■ Collected data:
++++++

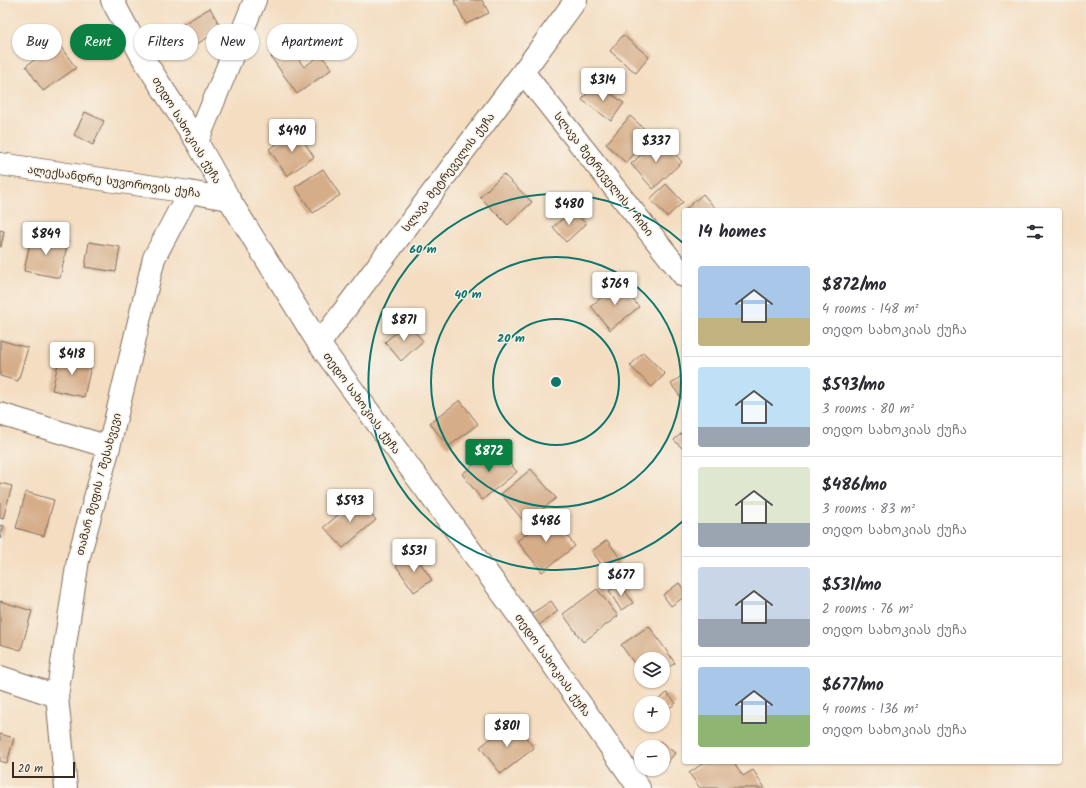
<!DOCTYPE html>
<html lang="en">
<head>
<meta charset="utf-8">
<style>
	:root { --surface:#fff; --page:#f7f7f7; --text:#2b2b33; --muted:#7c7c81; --line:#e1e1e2; --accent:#0b8043 }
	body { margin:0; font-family:Kalam,"Noto Sans Georgian",sans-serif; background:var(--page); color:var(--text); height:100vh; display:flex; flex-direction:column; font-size:15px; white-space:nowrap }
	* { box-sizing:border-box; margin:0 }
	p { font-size:13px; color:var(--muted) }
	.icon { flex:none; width:22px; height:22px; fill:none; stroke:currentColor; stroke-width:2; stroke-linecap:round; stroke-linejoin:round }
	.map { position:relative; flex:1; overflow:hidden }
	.side { position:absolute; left:682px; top:208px; width:380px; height:556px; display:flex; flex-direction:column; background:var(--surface); border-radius:4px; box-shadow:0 1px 3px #0004 }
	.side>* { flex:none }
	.guide { position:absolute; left:12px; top:24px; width:380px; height:36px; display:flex; gap:8px }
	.fabs { position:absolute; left:634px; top:652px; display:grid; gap:8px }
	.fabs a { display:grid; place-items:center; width:36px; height:36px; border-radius:50%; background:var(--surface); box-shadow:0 1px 3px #0004; font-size:20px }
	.scale { position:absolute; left:12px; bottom:10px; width:63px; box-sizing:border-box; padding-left:4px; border:2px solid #3b2a1e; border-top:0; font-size:11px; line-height:14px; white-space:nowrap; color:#3b2a1e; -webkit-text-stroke:3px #f7f3e8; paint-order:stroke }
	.price { position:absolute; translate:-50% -34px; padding:0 9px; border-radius:4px; background:#fff; color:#222; font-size:13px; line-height:26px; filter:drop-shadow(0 1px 2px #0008) }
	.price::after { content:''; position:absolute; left:50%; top:24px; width:12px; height:9px; margin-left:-6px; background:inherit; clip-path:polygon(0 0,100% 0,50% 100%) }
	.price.selected { background:var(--accent); color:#fff }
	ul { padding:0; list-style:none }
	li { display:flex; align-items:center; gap:12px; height:100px; padding:0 16px }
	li+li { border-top:1px solid var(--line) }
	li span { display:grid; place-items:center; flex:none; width:112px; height:80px; border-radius:4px; color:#555 }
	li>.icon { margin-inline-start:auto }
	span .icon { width:48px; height:48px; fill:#fffc; stroke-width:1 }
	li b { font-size:17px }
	h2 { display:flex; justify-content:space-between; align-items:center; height:48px; padding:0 16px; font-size:17px }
	.tag { padding:0 14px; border-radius:18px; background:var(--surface); box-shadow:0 1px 3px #0004; font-size:14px; line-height:36px }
	.tag.selected { background:var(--accent); color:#fff }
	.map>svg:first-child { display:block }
	.building { fill:#d6ad89 }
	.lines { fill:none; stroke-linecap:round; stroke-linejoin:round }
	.minor-casing { stroke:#7c6957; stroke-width:24 }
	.tertiary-casing { stroke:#7c6957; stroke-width:24 }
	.minor { stroke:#fff; stroke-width:22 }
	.tertiary { stroke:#fff; stroke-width:22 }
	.ring { fill:none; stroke:#0f766e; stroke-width:2 }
	.labels { text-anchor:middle; stroke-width:3; stroke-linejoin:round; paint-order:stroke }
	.street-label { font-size:11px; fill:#3b2a1e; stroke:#f7f3e8 }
	.centre { fill:#0f766e; stroke:#f7f3e8; stroke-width:2 }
	.ring-label { font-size:12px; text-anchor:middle; font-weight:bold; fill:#0f766e; stroke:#f7f3e8; stroke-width:3; stroke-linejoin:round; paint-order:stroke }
</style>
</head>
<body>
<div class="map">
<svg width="1086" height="788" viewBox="0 0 1086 788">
	<rect width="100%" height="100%" fill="#f7f3e8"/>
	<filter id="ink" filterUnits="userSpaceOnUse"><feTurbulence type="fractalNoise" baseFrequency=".025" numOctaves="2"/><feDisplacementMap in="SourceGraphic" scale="8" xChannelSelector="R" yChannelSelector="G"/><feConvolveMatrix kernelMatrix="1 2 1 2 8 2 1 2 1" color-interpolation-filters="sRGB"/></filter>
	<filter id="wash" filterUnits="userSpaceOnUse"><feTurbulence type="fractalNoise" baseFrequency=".012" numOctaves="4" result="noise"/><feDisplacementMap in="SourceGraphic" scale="16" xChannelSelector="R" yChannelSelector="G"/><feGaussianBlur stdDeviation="0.9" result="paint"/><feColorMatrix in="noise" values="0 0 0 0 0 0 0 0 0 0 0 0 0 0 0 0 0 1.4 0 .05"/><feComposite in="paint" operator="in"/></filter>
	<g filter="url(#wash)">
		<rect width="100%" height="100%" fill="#f4ddc1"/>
		<g id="blocks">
			<path class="building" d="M454,0h28l7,13 -23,11z
				M210,8l12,21 -27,16 -12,-21z
				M623,35l26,22 -13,16 -26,-22z
				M58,43l18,25 -33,23 -17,-25z
				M288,45l16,22 17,-12 11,14 -35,25 -26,-37z
				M595,82l29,21 -13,18 -29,-21z
				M85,112l19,9 -11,24 -19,-10z
				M630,116l21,19 -25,28 -20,-19z
				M297,131l17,26 -27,19 -18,-27z
				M660,138l22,24 -29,27 -22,-25z
				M323,169l17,26 -27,18 -18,-26z
				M503,174l29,28 -24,23 -28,-28z
				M666,184l17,18 -16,15 -17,-18z
				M703,194l12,14 -3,2h-27z
				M573,210l13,14 -20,18 -13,-15z
				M0,230l4,1 -3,16h-1z
				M32,233l36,8 -8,37 -36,-7z
				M89,242l31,5 -4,25 -31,-5z
				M620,283l19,24 -29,23 -19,-24z
				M407,323l16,18 -22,20 -16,-19z
				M0,340l28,8 -10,33 -18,-5z
				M643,352l22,22 -13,13 -22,-21z
				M60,355l32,7 -8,35 -32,-7z
				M684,374v23l-2,2 -11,-15z
				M460,400l18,24 -30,23 -18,-24z
				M684,431v19l-10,-10z
				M497,447l20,25 -35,28 -20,-26z
				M531,469l25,29 -30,26 -25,-30z
				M0,483l12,3 -9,33 -3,-1z
				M26,492l28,8 -10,36 -28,-8z
				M358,498l18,22 -33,28 -19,-21z
				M551,515l24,31 -33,26 -25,-31z
				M0,525l4,1 -4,13z
				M607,540l15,21 -15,11 -15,-21z
				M414,554l18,26 -18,12 -18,-26z
				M679,583l5,7v7l-13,9 -8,-11z
				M621,584l12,19 -12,7 -12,-19z
				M597,589l21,27 -35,26 -20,-28z
				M0,601l32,10 -11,39 -21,-6z
				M551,601l7,10 -19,14 -8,-11z
				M649,626l26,37 -12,8v-12h-22v14l-20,-28z
				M667,693l9,10 -13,10v-10h-9z
				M513,721l21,27 -33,26 -21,-27z
				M0,734l14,4 -7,25 -7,-2z
				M660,741l15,12 -8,10 -4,-3v-13h-7z
				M705,762h34l-4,2 8,12 10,-6 12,18h-65l-11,-15z"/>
		</g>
	</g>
	<g filter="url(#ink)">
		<use href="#blocks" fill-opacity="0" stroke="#7c6957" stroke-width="1"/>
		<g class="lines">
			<g class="minor-casing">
				<path id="minor" d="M523,72l161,204
					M197,142l58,-142
					M0,164l189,28 40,7
					M319,344l204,-272 53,-72
					M0,414l109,33
					M0,677l57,19
					M66,788l-9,-92 21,-136 31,-113 45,-189 35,-66"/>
			</g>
			<g class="tertiary-casing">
				<path id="tertiary" d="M112,0l31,58 54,84 32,57 90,145 205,279 115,165"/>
			</g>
			<use href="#minor" class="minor"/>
			<use href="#tertiary" class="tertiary"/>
		</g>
	</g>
	<g class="ring">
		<circle cx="556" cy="382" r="63"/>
		<circle cx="556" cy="382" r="125"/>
		<path d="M683 521A188 188 0 1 1 683 243"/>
	</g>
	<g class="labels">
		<g class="street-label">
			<text transform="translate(187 130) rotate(59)" y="4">თედო სახოკიას ქუჩა</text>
			<text transform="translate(448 172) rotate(-53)" y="4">სლავა მეტრეველის ქუჩა</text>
			<text transform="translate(604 174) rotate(52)" y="4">სლავა მეტრეველის I ჩიხი</text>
			<text transform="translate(114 181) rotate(8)" y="4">ალექსანდრე სუვოროვის ქუჩა</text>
			<text transform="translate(362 403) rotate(54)" y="4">თედო სახოკიას ქუჩა</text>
			<text transform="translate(98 484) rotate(-75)" y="4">თამარ მეფის I შესახვევი</text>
			<text transform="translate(553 665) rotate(55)" y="4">თედო სახოკიას ქუჩა</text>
		</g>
	</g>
	<circle cx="556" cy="382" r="6" class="centre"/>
	<g class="ring-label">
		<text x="423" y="253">60 m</text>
		<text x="468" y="298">40 m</text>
		<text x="511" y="342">20 m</text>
	</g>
</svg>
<div class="fabs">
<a><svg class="icon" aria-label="layers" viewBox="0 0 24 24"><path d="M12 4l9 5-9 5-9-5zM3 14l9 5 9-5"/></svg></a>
<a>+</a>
<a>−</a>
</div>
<div class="scale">20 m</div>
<b class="price" style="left:603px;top:102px">$314</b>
<b class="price" style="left:292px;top:153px">$490</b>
<b class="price" style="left:656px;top:163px">$337</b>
<b class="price" style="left:569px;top:226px">$480</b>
<b class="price" style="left:46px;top:256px">$849</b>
<b class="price" style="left:615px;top:306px">$769</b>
<b class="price" style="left:404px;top:342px">$871</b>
<b class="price" style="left:72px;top:376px">$418</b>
<b class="price selected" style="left:489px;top:473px">$872</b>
<b class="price" style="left:350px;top:523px">$593</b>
<b class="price" style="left:546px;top:543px">$486</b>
<b class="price" style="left:414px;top:573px">$531</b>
<b class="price" style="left:621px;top:597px">$677</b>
<b class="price" style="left:507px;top:748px">$801</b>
<div class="guide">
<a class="tag">Buy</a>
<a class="tag selected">Rent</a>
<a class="tag">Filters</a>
<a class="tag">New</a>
<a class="tag">Apartment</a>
</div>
<section class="side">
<h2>14 homes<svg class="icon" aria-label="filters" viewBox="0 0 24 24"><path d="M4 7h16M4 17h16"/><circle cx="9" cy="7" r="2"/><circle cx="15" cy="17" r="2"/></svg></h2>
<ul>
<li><span style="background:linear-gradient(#a9c7e8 65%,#c2b280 0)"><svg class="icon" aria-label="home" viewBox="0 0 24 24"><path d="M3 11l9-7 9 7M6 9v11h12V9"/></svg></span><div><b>$872/mo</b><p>4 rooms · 148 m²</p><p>თედო სახოკიას ქუჩა</p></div></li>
<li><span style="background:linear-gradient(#bfe0f5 75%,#9aa5b1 0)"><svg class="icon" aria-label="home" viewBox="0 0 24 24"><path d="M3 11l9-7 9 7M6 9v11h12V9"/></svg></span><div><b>$593/mo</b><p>3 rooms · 80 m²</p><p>თედო სახოკიას ქუჩა</p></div></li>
<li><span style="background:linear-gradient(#dfe7d0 70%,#9aa5b1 0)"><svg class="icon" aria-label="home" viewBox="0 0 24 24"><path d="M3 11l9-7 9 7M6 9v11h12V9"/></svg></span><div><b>$486/mo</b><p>3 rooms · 83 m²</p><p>თედო სახოკიას ქუჩა</p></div></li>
<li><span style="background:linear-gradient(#c9d6e8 65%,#9aa5b1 0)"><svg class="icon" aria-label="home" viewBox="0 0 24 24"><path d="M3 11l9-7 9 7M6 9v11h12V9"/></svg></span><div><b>$531/mo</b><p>2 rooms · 76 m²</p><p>თედო სახოკიას ქუჩა</p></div></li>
<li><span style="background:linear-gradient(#a9c7e8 60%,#8fb573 0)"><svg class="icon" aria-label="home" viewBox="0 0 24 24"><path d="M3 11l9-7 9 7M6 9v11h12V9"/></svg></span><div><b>$677/mo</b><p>4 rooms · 136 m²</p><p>თედო სახოკიას ქუჩა</p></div></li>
</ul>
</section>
</div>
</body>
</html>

++++++

■ Exercise requirements:
In the data above, please extract the lines from the first one through the line with "--surface:#fff; --page:#f7f7f7; --text:#2b2b33;", exactly, and keep pictures out.

■ Your solution:
<!DOCTYPE html>
<html lang="en">
<head>
<meta charset="utf-8">
<style>
	:root { --surface:#fff; --page:#f7f7f7; --text:#2b2b33; --muted:#7c7c81; --line:#e1e1e2; --accent:#0b8043 }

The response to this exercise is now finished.